Fixpoint even1p (n : nat) : bool :=
  match n with
  | 0 =>
    true
  | S n' =>
    negb (even1p n')
  end.

(* The two canonical fold-unfold lemmas: *)

Lemma fold_unfold_even1p_O :
  even1p 0 =
  true.
Proof.
  fold_unfold_tactic even1p.
Qed.

Lemma fold_unfold_even1p_S :
  forall n' : nat,
    even1p (S n') =
    negb (even1p n').
Proof.
  fold_unfold_tactic even1p.
Qed.

(* ***** *)

(* A definition of a parity predicate that does not follow the structure of nat
   but that is iterative: *)

Fixpoint even2p (n : nat) : bool :=
  match n with
  | 0 =>
    true
  | 1 =>
    false
  | S (S n'') =>
    even2p n''
  end.

(* Three plausible fold-unfold lemmas: *)

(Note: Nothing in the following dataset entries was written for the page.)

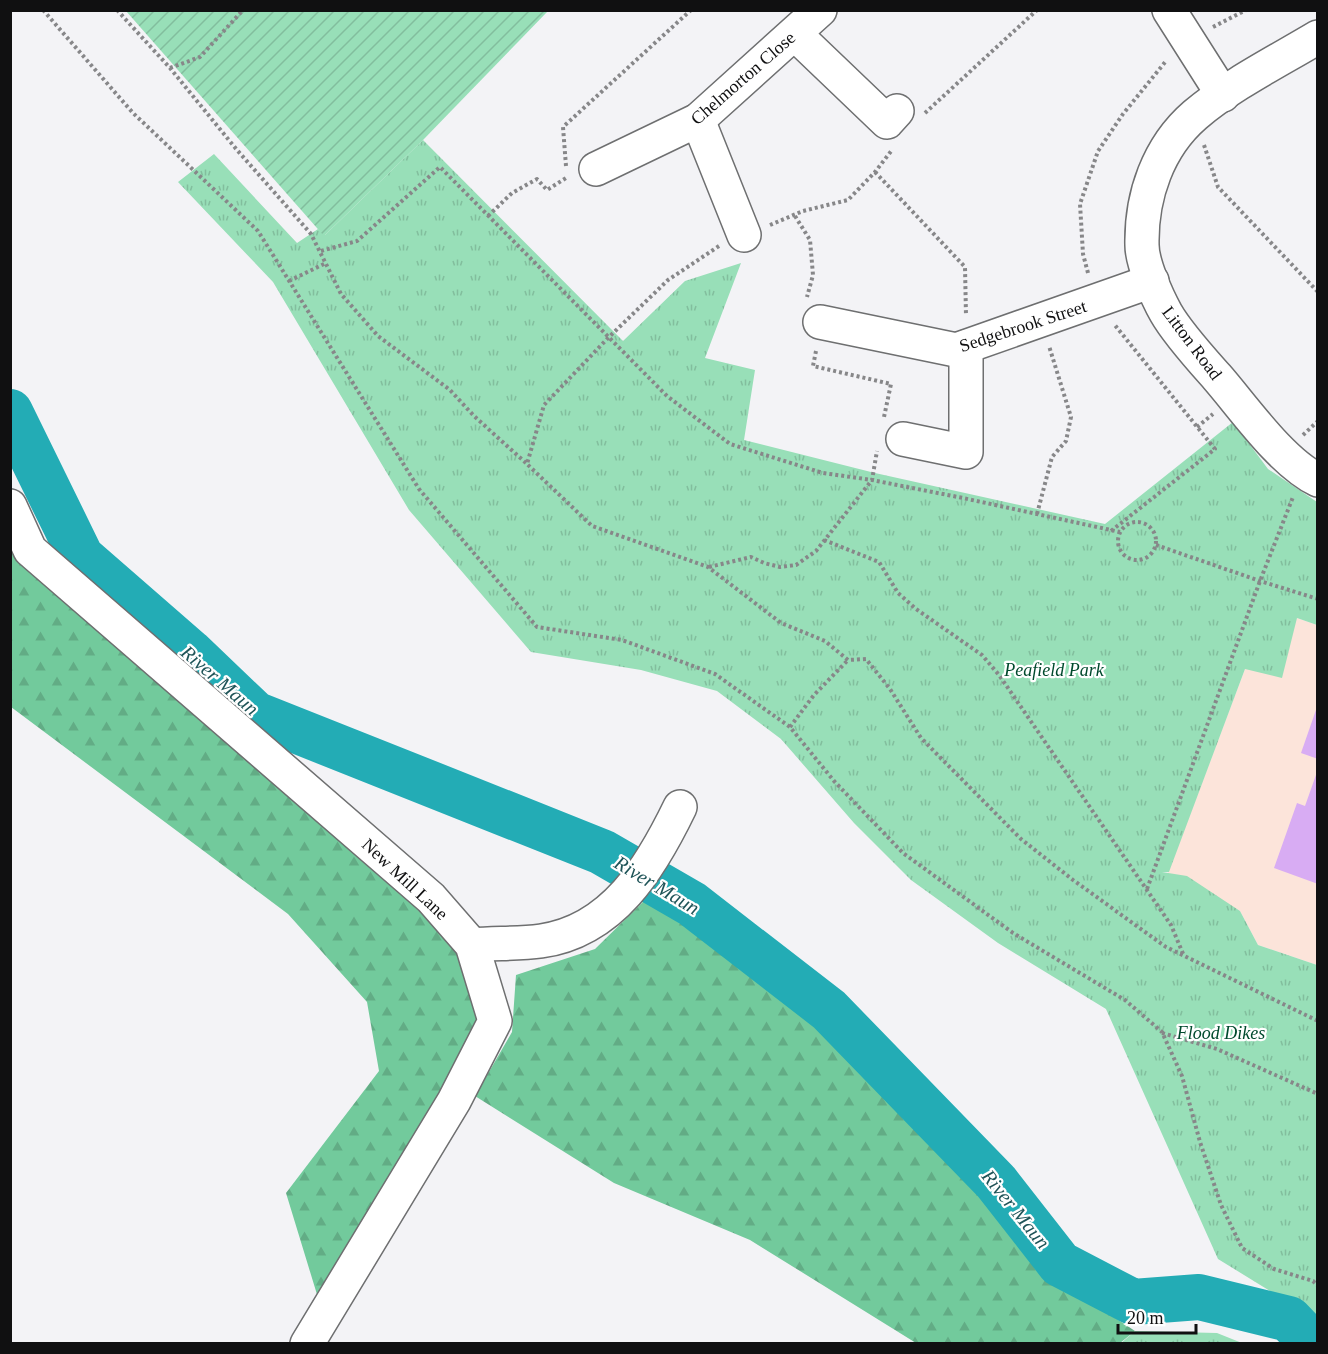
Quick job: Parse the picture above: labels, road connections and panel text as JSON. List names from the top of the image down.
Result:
{
  "streets": {
    "street": [
      "Chelmorton Close",
      "Sedgebrook Street",
      "Litton Road",
      "New Mill Lane"
    ]
  },
  "crossings": [
    ["Sedgebrook Street", "Litton Road"]
  ],
  "water": ["River Maun"],
  "parks": ["Peafield Park", "Flood Dikes"],
  "scale_bar": "20 m"
}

Lemma fold_unfold_even2p_O :
  even2p 0 =
  true.
Proof.
  fold_unfold_tactic even2p.
Qed.

Lemma fold_unfold_even2p_SO :
  even2p 1 =
  false.
Proof.
  fold_unfold_tactic even2p.
Qed.

Lemma fold_unfold_even2p_SS :
  forall n'' : nat,
    even2p (S (S n'')) =
    even2p n''.
Proof.
  fold_unfold_tactic even2p.
Qed.

(* ***** *)

Proposition even1p_and_even2p_are_equivalent :
  forall n : nat,
    even1p n = even2p n.
Proof.
  intro n.
  induction n as [ | n' IHn'].
  - rewrite -> fold_unfold_even1p_O.
    rewrite -> fold_unfold_even2p_O.
    reflexivity.
  - case n' as [ | n''].
(*  
  IHn' : even1p 0 = even2p 0
  ============================
  even1p 1 = even2p 1

subgoal 2 (ID 36) is:
 even1p (S (S n'')) = even2p (S (S n''))
*)

  (* We need to distinguish three cases,
     just like in the definition of even2p.
     So let us anticipate the second and the third
     in the invocation of the induction tactic: *)

  Restart.

  intro n.
  induction n as [ | [ | n''] IHn'].
  - rewrite -> fold_unfold_even1p_O.
    rewrite -> fold_unfold_even2p_O.
    reflexivity.
  - rewrite -> (fold_unfold_even1p_S 0).
    rewrite -> fold_unfold_even1p_O.
    unfold negb.
    rewrite -> fold_unfold_even2p_SO.
    reflexivity.
  - 
(*
  n'' : nat
  IHn' : even1p (S n'') = even2p (S n'')
  ============================
  even1p (S (S n'')) = even2p (S (S n''))
*)

  (* Come to think of it, in the O and SO cases,
     the LHS and the RHS are constant expressions.
     So we might as well compute them: *)

  Restart.

  intro n.
  induction n as [ | [ | n''] IHn'].
  - compute.
    reflexivity.
  - compute.
    reflexivity.
  - rewrite -> (fold_unfold_even1p_S (S n'')).
    rewrite -> (fold_unfold_even2p_SS n''). 
    rewrite -> IHn'.
(*
  n'' : nat
  IHn' : even1p (S n'') = even2p (S n'')
  ============================
  negb (even2p (S n'')) = even2p n''
 *)
Abort.

(* We are stuck.
   Let's state the following utilitarian lemma: *)

Lemma about_even2p :
  forall x : nat,
    negb (even2p (S x)) = even2p x.
Proof.
  intro x.
  induction x as [ | [ | x''] IHx'].
  - compute.
    reflexivity.
  - compute.
    reflexivity.
  - rewrite -> (fold_unfold_even2p_SS (S x'')).
    rewrite -> (fold_unfold_even2p_SS x'').
    rewrite <- IHx'.
    rewrite -> (fold_unfold_even2p_SS x'').
    exact (negb_involutive (even2p x'')).
Qed.

(* Hurrah.  Now we can prove the proposition.  *)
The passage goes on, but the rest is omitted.